Ana içeriğe atla

Cennetin Kokusunu Bile Alamayacaklar !

Ebu Hureyre’nin Peygamberimiz sallallahu aleyhi vesellemden rivayet ettiği bir hadis-i şerifte şöyle buyrulur: 
“Cehennem ehlinden iki sınıf var ki, henüz onları görmedim. (Biri) sığır kuyrukları gibi kamçılarla insanları dövenlerdir. Diğeri de, giyinik, fakat çıplak olan, salınarak veya kibirlenerek yürüyen, öteki kadınlara da kendileri gibi olmayı telkin eden ve başları deve hörgücüne benzeyen kadınlardır. Onlar cennete girmeyecekler, onun kokusunu bile alamayacaklar. Hâlbuki onun kokusu şu kadar ve şu kadar mesafeden hissedilir.” (Müslim: Cennet, 52)

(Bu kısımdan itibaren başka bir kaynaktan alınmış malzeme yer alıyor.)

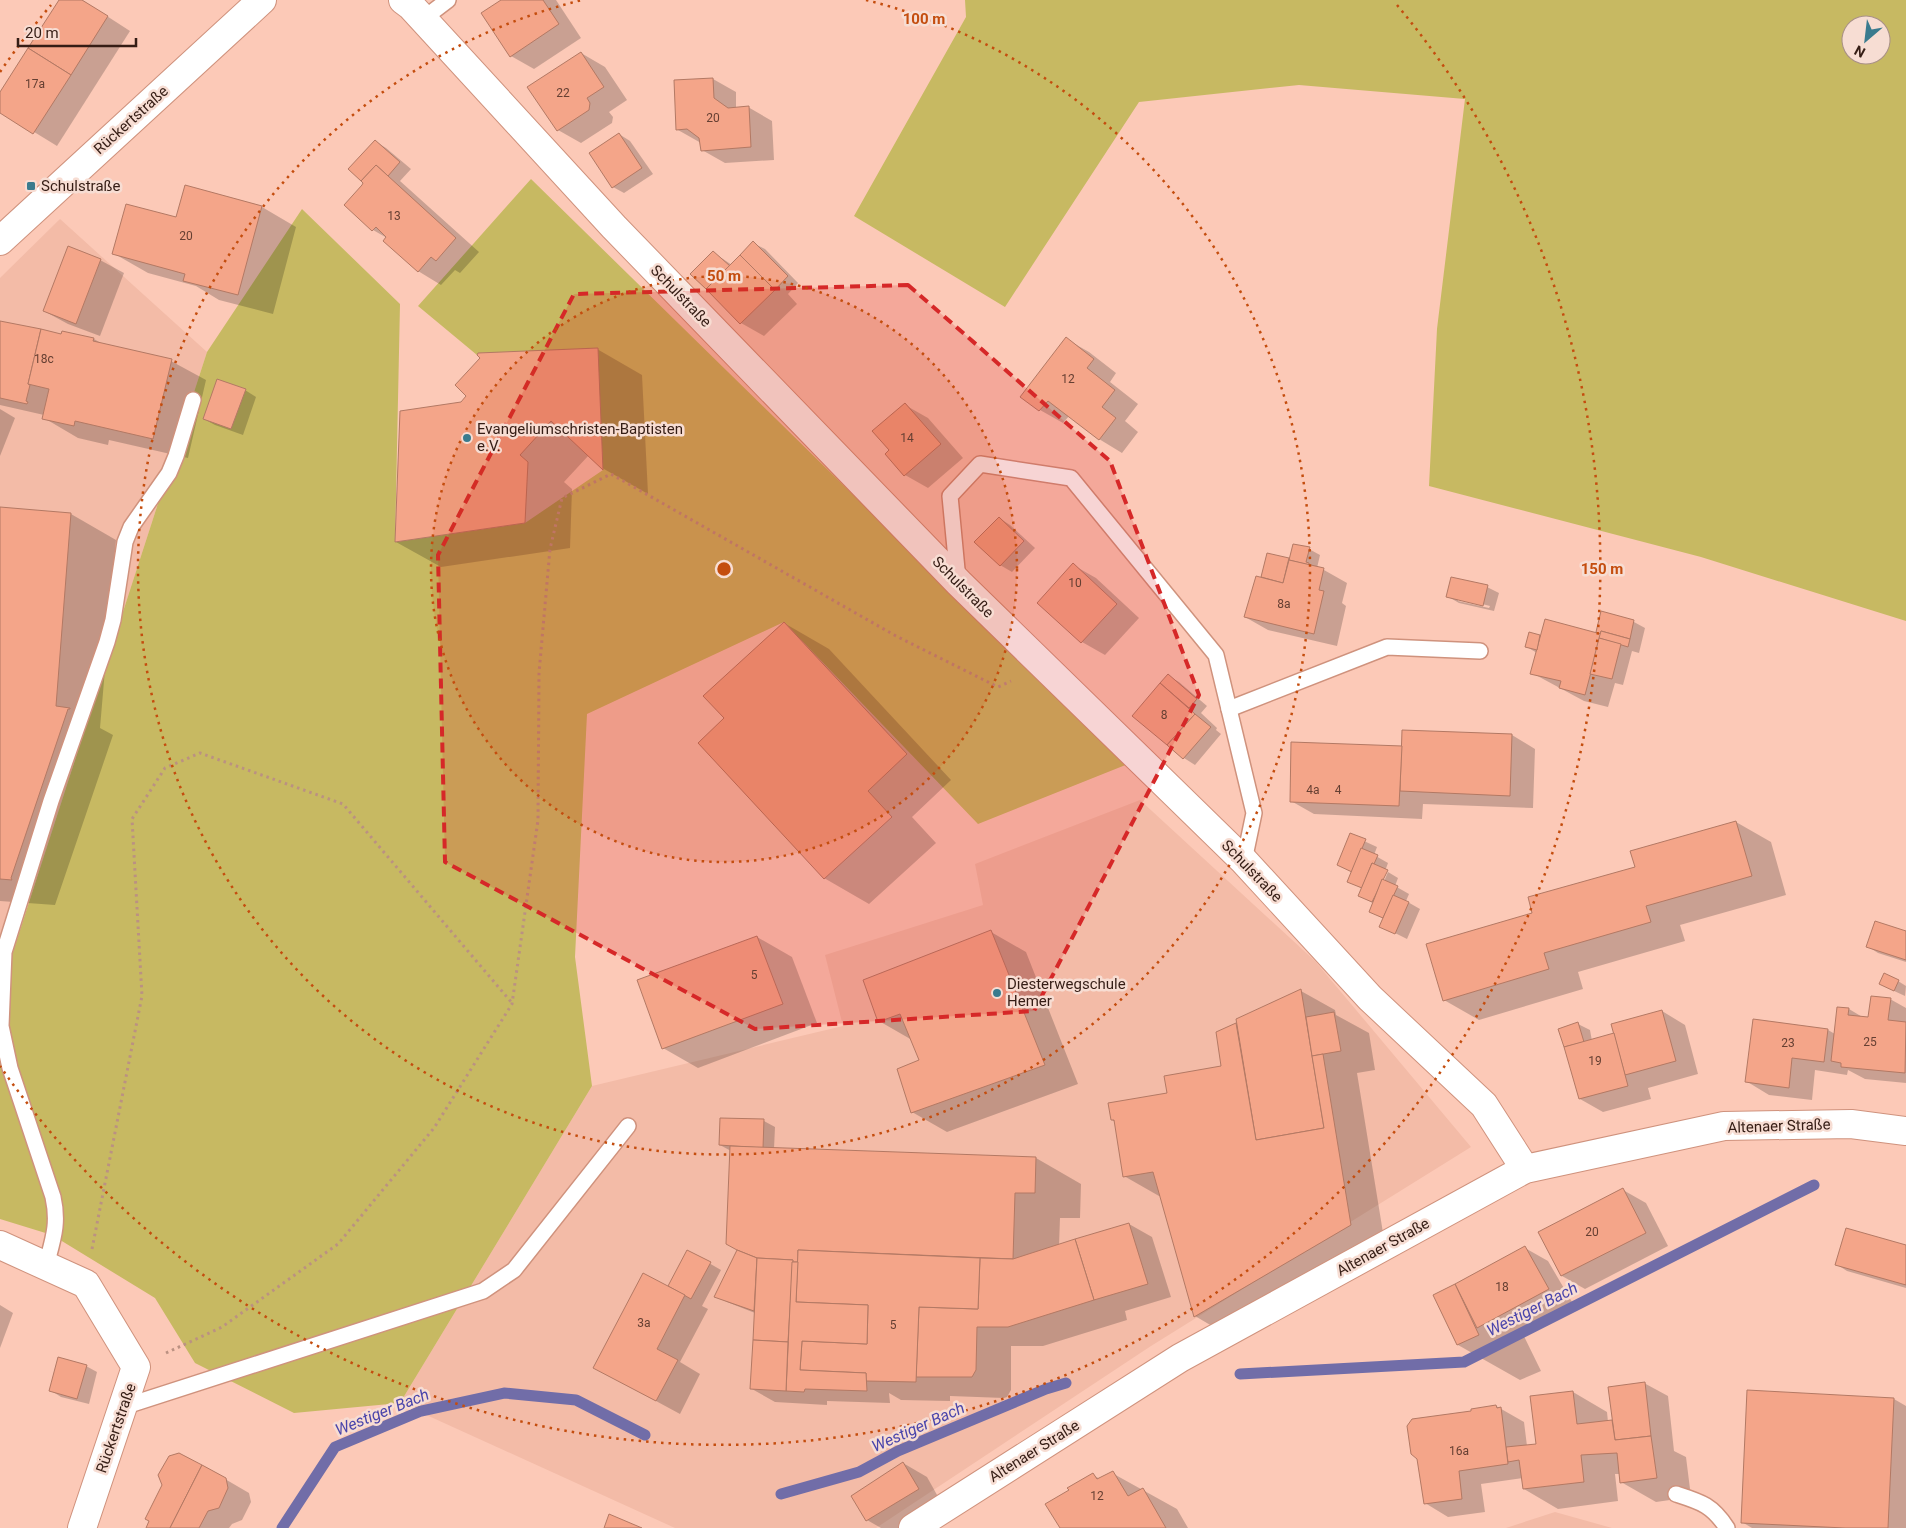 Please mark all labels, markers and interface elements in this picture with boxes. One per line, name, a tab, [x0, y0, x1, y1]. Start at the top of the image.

Benzerlerine başka hadis kitaplarında da rastladığımız bu hadis-i şerifin Arapça aslı, çok özlü ve edebi olup, farklı şekillerde açıklanabilmektedir. Mesela “giyinik üryan kadınlar” diye tercüme edebileceğimiz “kasiyâtün ariyatün” ifadesi, özlü ve birçok manayı düşündürebilecek, edebi bir ifadedir. 
Peygamberimiz sallallahu aleyhi vesellemin, bu kadınların halini, böyle özlü ve üstü kapalı bir ifade ile işaret edip bırakmış olması, sanki bu kadınların halini detaylıca tasvir etmekten bile hayâ ettiğini anlatır gibidir. Ayrıca bu kadınların biçim olarak tarif edilmemiş olması, bu ifadeyi, birçok manayı içinde barındırmaya da elverişli hale getirmektedir. 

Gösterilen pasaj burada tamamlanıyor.